3. Dem Vorbringen, die belangte Behörde habe ihre Beurteilung nach § 61 FPG im angefochtenen Bescheid nicht begründet, ist entgegenzuhalten, dass der Beschwerdeführer keinerlei Anhaltspunkte dafür vorbringt, inwiefern das vorliegende Aufenthaltsverbot nach § 61 leg. cit. unzulässig wäre, und es damit auch diesbezüglich unterlässt, die Relevanz des behaupteten Verfahrensmangels darzutun.

4. Der Einwand, die belangte Behörde habe die aufschiebende Wirkung einer Berufung ohne Begründung ausgeschlossen, verfängt ebenfalls nicht. Der von der Erstbehörde ausgesprochene Ausschluss der aufschiebenden Wirkung blieb nach den insoweit unstrittigen Feststellungen des angefochtenen Bescheids in der vom Beschwerdeführer erhobenen Berufung unbekämpft, weshalb die belangte Behörde nicht gehalten war, sich mit diesem Ausspruch auseinanderzusetzen.
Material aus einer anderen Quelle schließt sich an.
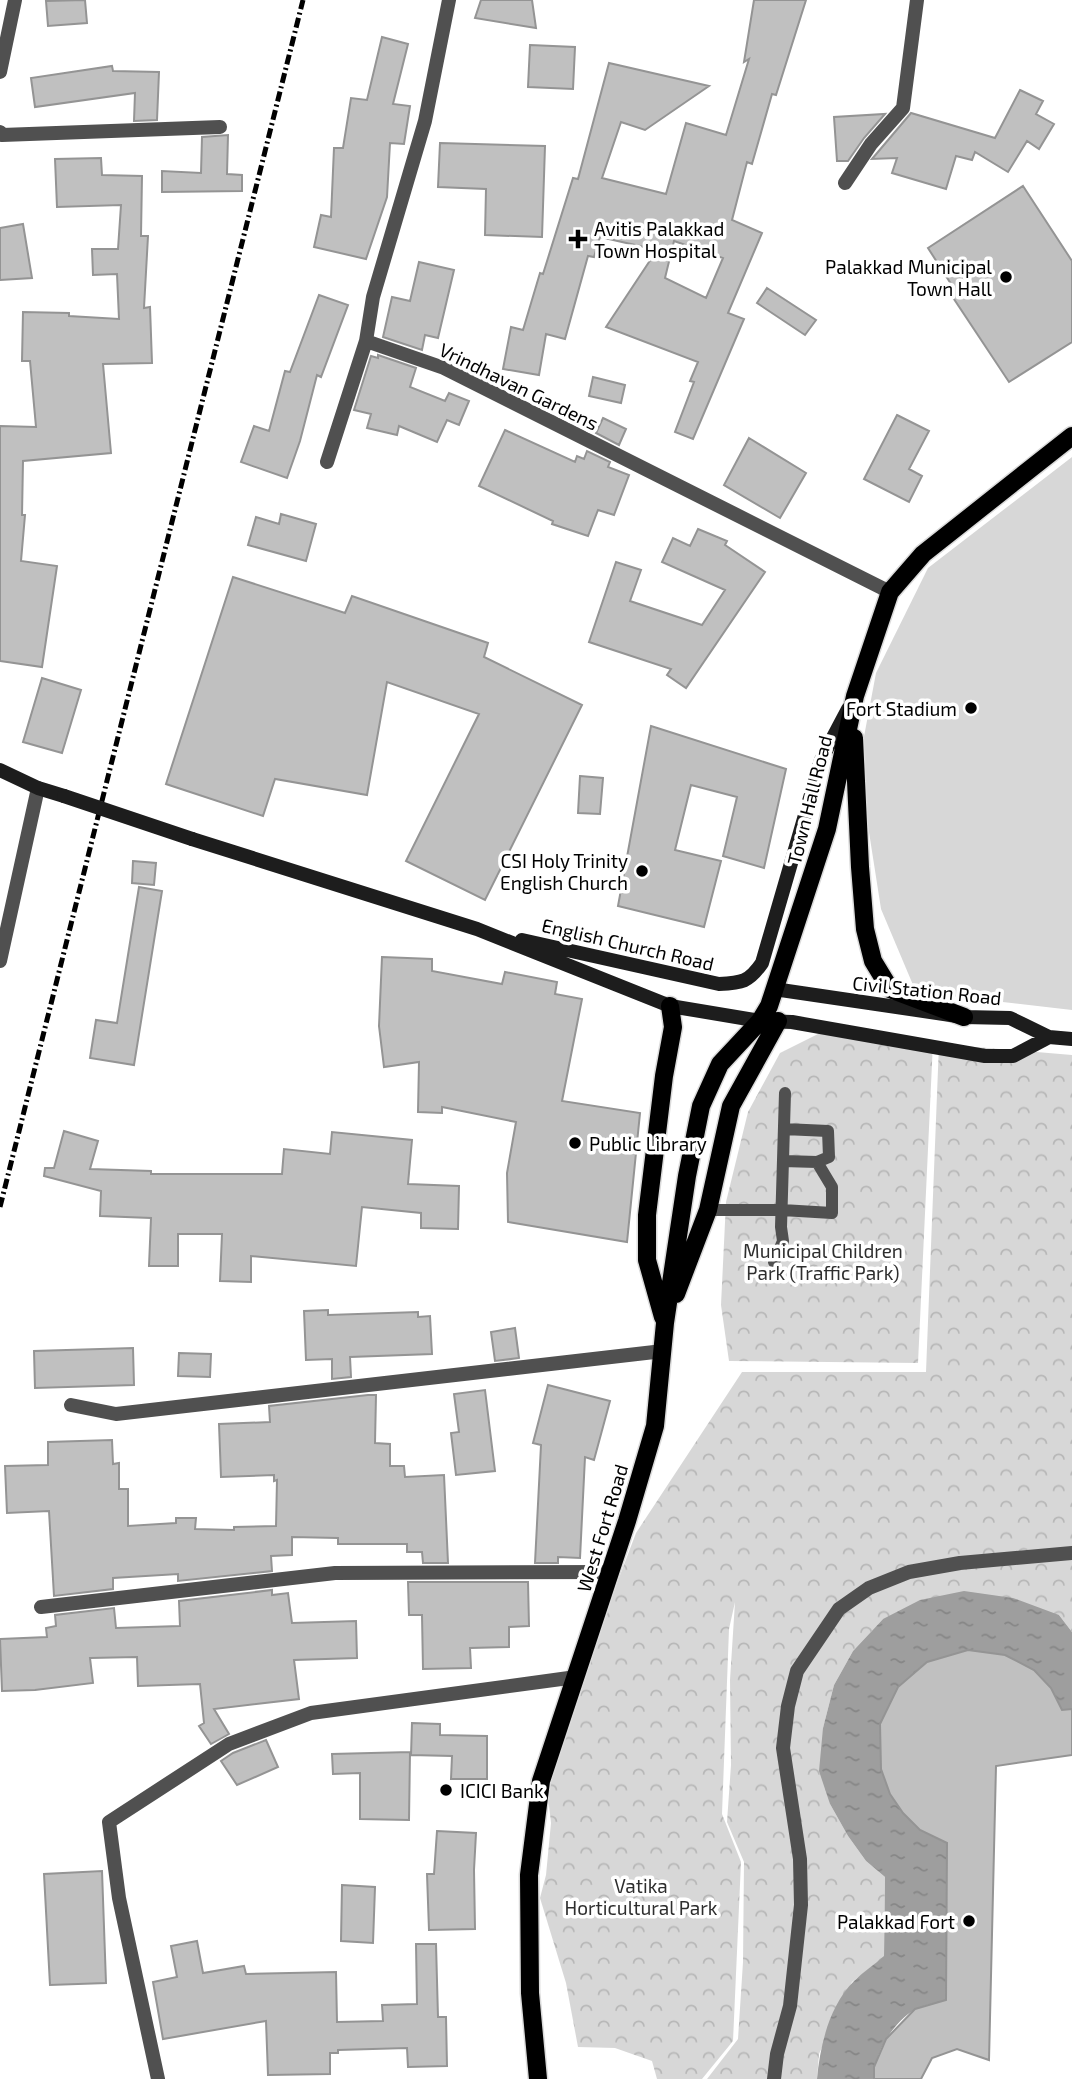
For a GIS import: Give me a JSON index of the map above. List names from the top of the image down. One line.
{"streets":{"main road":["Town Hall Road","English Church Road","Civil Station Road","West Fort Road"],"street":["Vrindhavan Gardens"]},"crossings":[["Vrindhavan Gardens","Town Hall Road"],["Town Hall Road","English Church Road"],["Town Hall Road","Civil Station Road"],["Town Hall Road","West Fort Road"],["English Church Road","Civil Station Road"],["English Church Road","West Fort Road"],["Civil Station Road","West Fort Road"]],"parks":["Municipal Children Park (Traffic Park)","Vatika Horticultural Park"],"places":{"health":["Avitis Palakkad Town Hospital"],"other":["Palakkad Municipal Town Hall","Fort Stadium","CSI Holy Trinity English Church","Public Library","ICICI Bank","Palakkad Fort"]}}
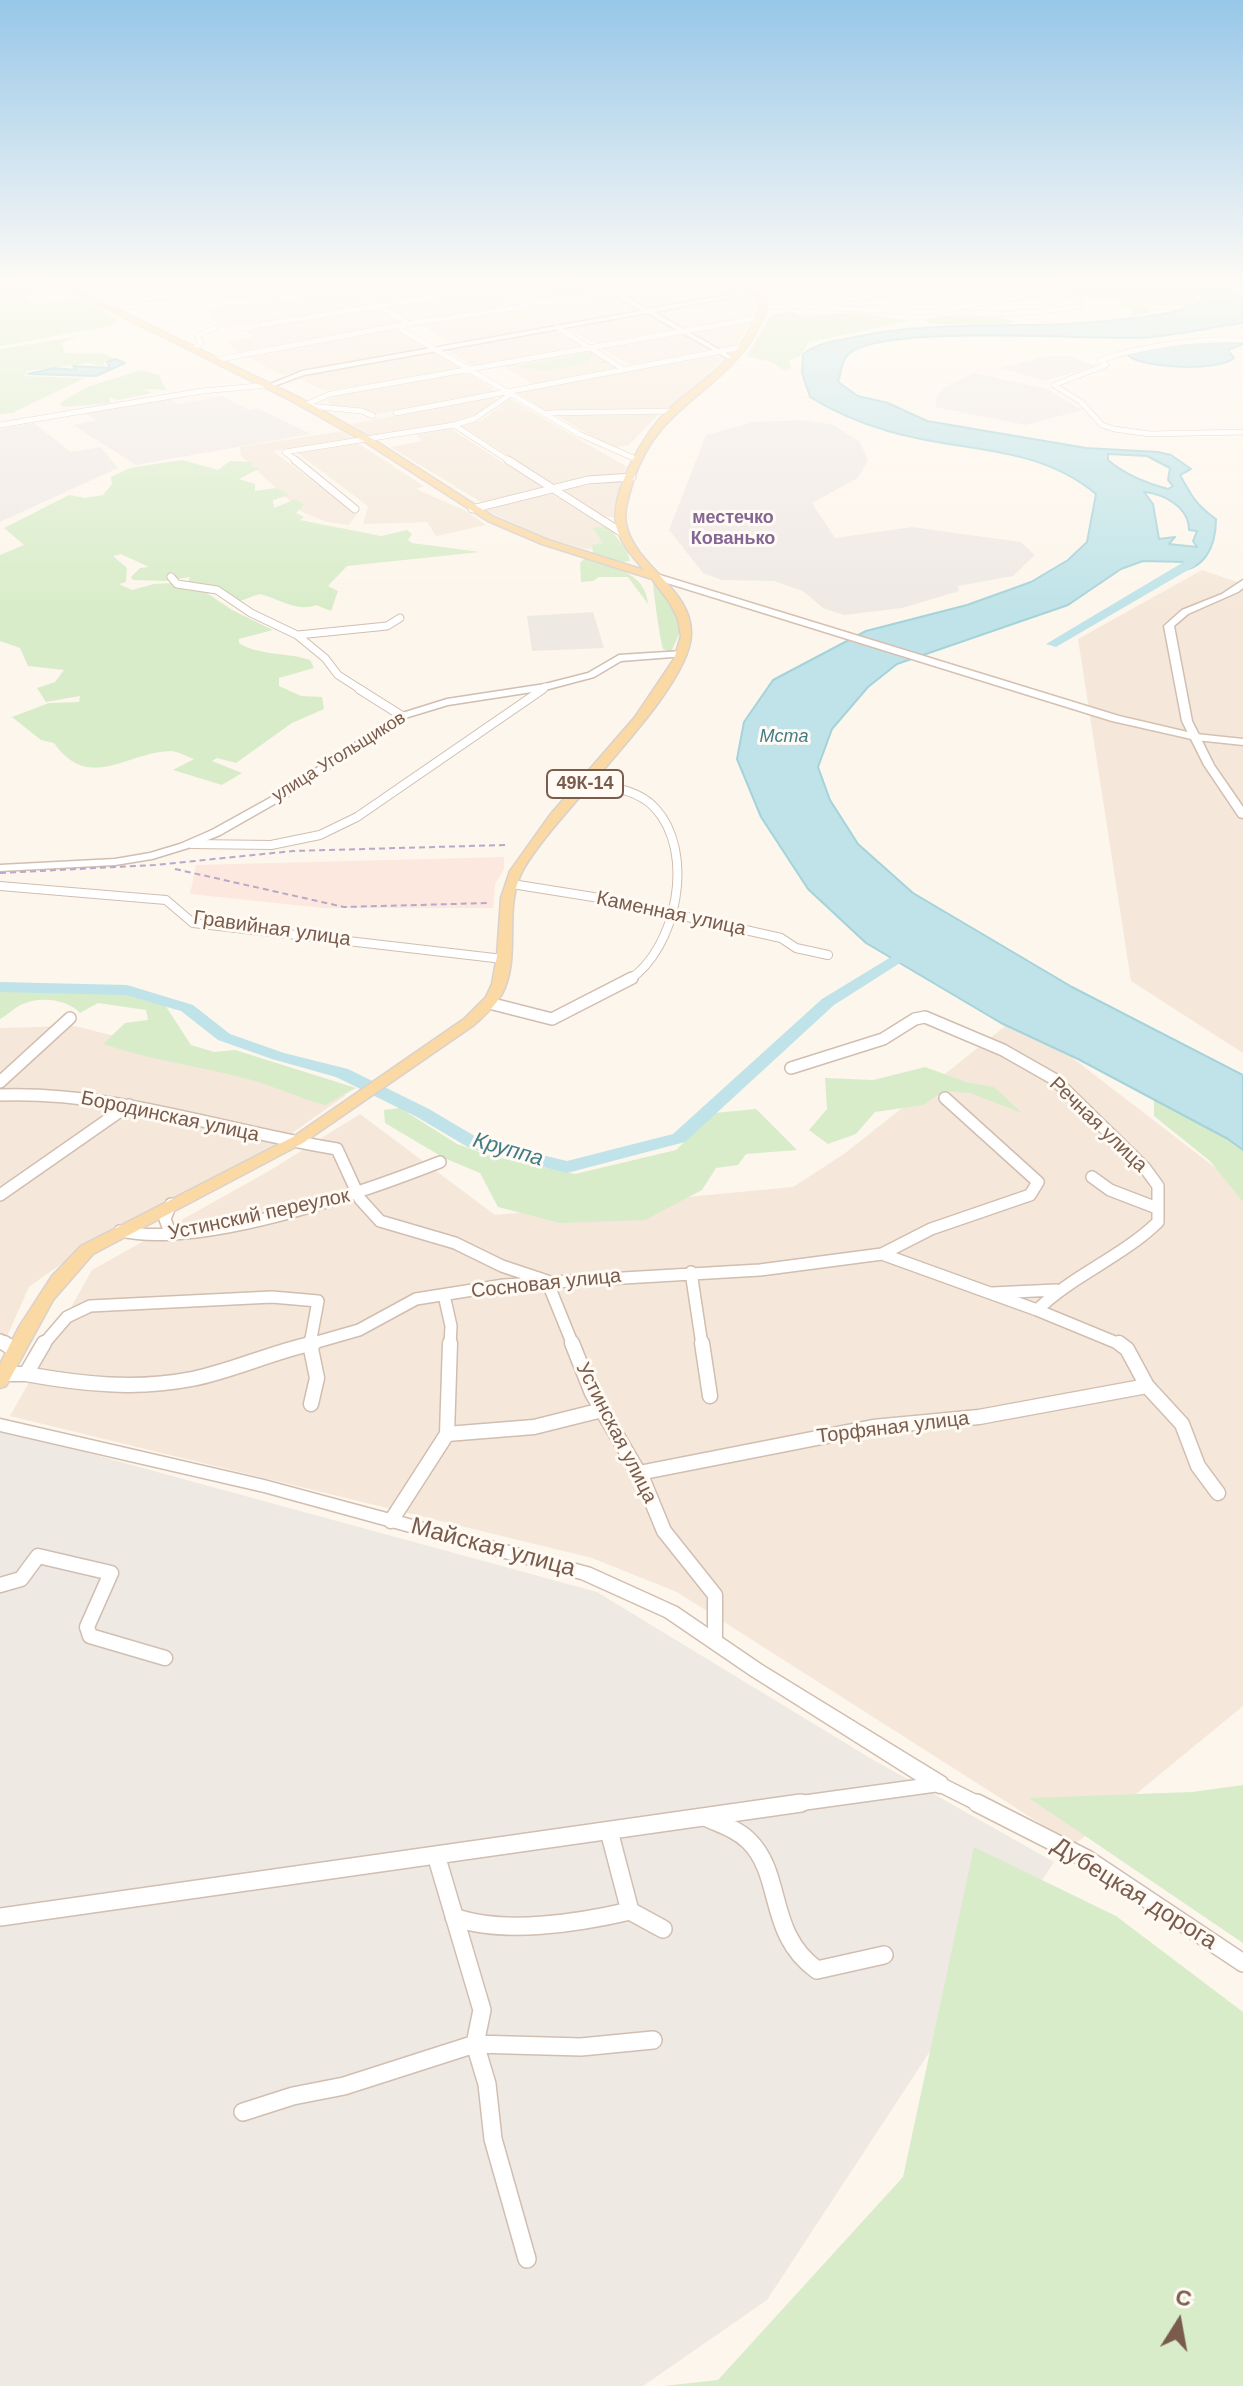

Bei dieser Sachlage wurde der Beschwerdeführer ferner dadurch, dass die belangte Behörde den besagten Ausspruch der Erstbehörde bestätigte, in keinem Recht verletzt.

5. Da somit bereits der Beschwerdeinhalt erkennen lässt, dass die behauptete Rechtsverletzung nicht vorliegt, war die Beschwerde gemäß § 35 Abs. 1 VwGG ohne weiteres Verfahren in nichtöffentlicher Sitzung als unbegründet abzuweisen.